The Blaze reports, “The story, ‘As Egypt Descends in Chaos, Should Sarah Palin Support a US-Led Invasion?,' drew the ire of Maddow on last night’s program, as she used it to mock conservatives such as Palin for their far-out ideas.”

According to the satirical article:

The escalating crisis in Egypt could become a defining moment for Sarah Palin. Rioters have taken over the streets, top presidential cabinet members have fled the country and numerous reports of Christians having their phone and internet services cut off have reached America. The thirty-year reign of Hosni Mubarak may be finally reaching an end…
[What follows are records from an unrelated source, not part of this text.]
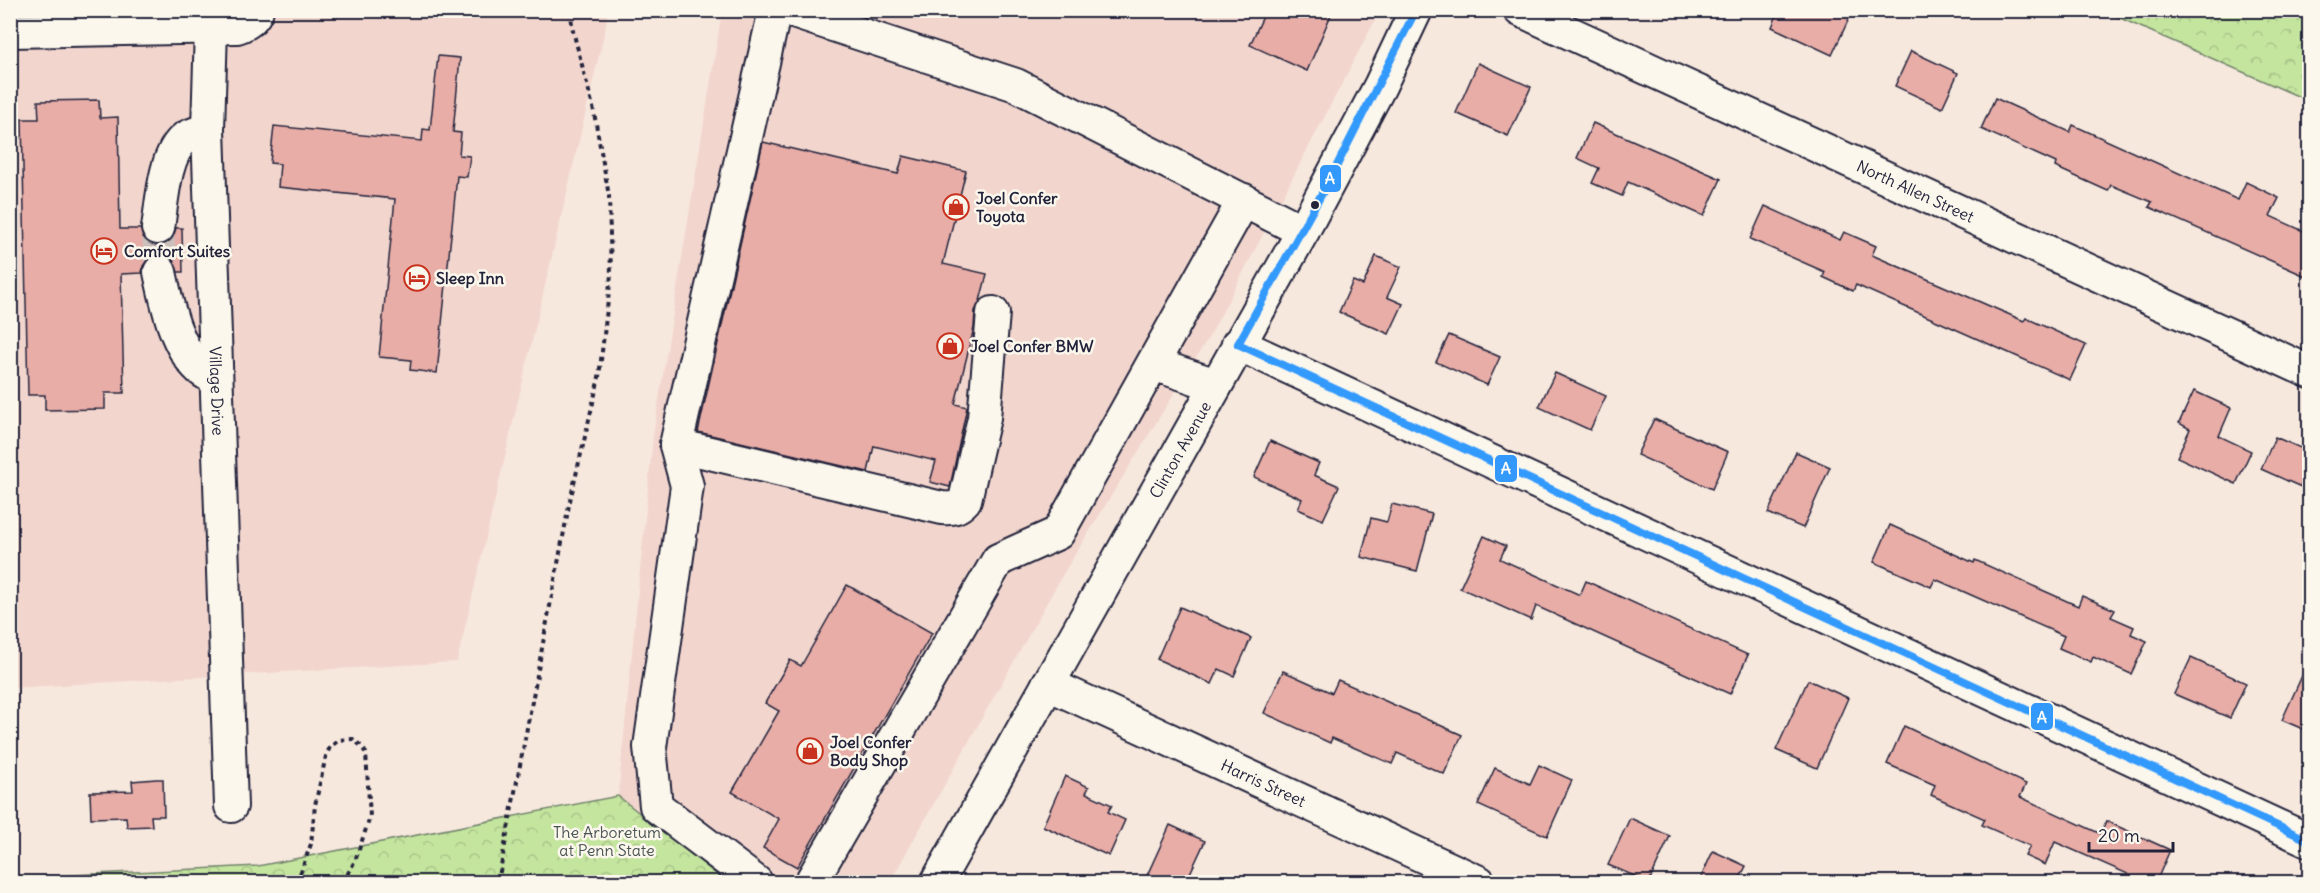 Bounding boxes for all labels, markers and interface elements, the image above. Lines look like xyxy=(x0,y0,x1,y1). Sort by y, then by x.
street label: North Allen Street xyxy=(1854,156,1978,227)
line badge: A xyxy=(1319,164,1342,193)
text: A xyxy=(1325,168,1335,188)
place label: Joel Confer Toyota xyxy=(976,188,1058,227)
shop icon: Joel Confer Toyota xyxy=(941,192,971,222)
unlabelled marker xyxy=(1309,199,1321,211)
hotel icon: Comfort Suites xyxy=(89,236,119,266)
place label: Comfort Suites xyxy=(124,241,230,261)
hotel icon: Sleep Inn xyxy=(402,263,432,293)
place label: Sleep Inn xyxy=(436,268,504,289)
shop icon: Joel Confer BMW xyxy=(935,331,965,361)
place label: Joel Confer BMW xyxy=(970,336,1094,356)
street label: Village Drive xyxy=(205,346,228,436)
street label: Clinton Avenue xyxy=(1145,398,1215,502)
line badge: A xyxy=(1494,454,1518,483)
text: A xyxy=(1501,458,1511,478)
line badge: A xyxy=(2030,702,2054,731)
text: A xyxy=(2037,707,2047,727)
place label: Joel Confer Body Shop xyxy=(830,732,912,771)
shop icon: Joel Confer Body Shop xyxy=(795,736,825,766)
street label: Harris Street xyxy=(1218,755,1309,811)
scale bar xyxy=(2089,815,2173,853)
park label: The Arboretum at Penn State xyxy=(553,822,661,860)
text: 20 m xyxy=(2098,824,2140,847)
This dilemma does have a silver lining, however. It offers Sarah Palin an incredible opportunity. Stung after the events in Tucson, where leftwing activists tried to blame her for the acts of a mentally disturbed occultist, she could rise to the occasion and show off her credentials on the international stage…Governor Palin needs to speak out publicly and forcibly for an American-led invasion to protect our interests in North Africa…The Governor could become the center of their rallying cries.

Rachel Maddow read portions of the article on her television show, and used it as a moment to mock conservative thought, reminding her viewers that the assertions made in the article were not actually Palin’s, but were those belonging to some far-fetched conservatives. She concluded: “This is actually a moment where there is a real center in American policy; the center is a bipartisan thing, but it doesn’t mean that everyone is in the center.”

The video of Maddow’s faux pas was later scrubbed from MSNBC’s website, but Maddow did address her mistake on Twitter, where she wrote: "The bad news about a free and open Internet? Sometimes you get had by brilliant satirists. Christwire: 1 TRMS: 0."

Whatever dignity Maddow had hoped to maintain by her tweet, however, was undone by statements she made on her Tuesday night episode, where her lengthy "excuse slash explanation" focused on Fox News television host Glenn Beck:

For some folks opportunism is not about pushing for a specific policy, it’s about using every occasion as the right occasion to push for their favorite idea, for their favorite story. Like for example, the idea, the story that it’s "the end of the world."

Maddow then revealed video footage of Glenn Beck covering the story of Egypt, in which segment Beck referred to the crisis in Egypt as the first stages of the “coming insurrection.” Beck went on to discuss the subversive Marxist and radical Muslim movement behind the crisis in Egypt.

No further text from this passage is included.